Derek set his math text on the bedside table, as a prop, then put his binder over it. “I’ll be in the shower. Start without me.”

“Won’t the nurses hear the water running?”

He shrugged, and shoved back his hair, lank and stringy now, the dull sheen of oil glistening under the lights. “Tell them I was already in there. I’ll only be a few minutes.”

He headed for the door, circling as wide around me as he could manage, which made me wonder how badly he
needed
that shower.

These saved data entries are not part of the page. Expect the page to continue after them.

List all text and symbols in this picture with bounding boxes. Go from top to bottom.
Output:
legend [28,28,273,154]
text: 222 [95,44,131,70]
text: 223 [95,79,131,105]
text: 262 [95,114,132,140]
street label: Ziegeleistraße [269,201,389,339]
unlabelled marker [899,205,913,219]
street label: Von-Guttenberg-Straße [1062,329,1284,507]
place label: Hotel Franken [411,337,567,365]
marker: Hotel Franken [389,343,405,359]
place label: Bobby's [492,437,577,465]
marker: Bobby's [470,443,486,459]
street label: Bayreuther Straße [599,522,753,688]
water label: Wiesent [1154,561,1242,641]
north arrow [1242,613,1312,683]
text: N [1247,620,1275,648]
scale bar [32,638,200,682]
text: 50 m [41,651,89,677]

I wasn’t about to sniff and find out.

If he was showering at night, that might be part of his problem. Kari said she always used to have a bath in the evening, but she’d had to switch to morning showers or her hair would be gross by dinner. I wouldn’t dare suggest this to Derek, but as he passed, I couldn’t resist an innocent, “Why don’t you just shower in the morning?”

“I do,” he muttered as he left.

Simon put away his comic. “Come on in. I don’t bite.”

He lay back in the middle of his bed, springs squeaking, then patted a spot at the edge.

“I’d say this is the first time I’ve had a girl in my bed … if I didn’t mind sounding like a total loser.”

I reached over to put my books on the beside table, hiding my blush. As I opened my text, to look like we were working on it, I knocked the binder off Derek’s. I glimpsed the cover and did a double take.

College Algebra with Trigonometry
.

I flipped through the pages.

“If you can understand any of that, you’re way ahead of me,” Simon said.

“I thought Derek was in tenth grade.”

“Yeah, but not in algebra. Or geometry. Or chemistry, physics, or biology, though he’s only in twelfth grade in the sciences.”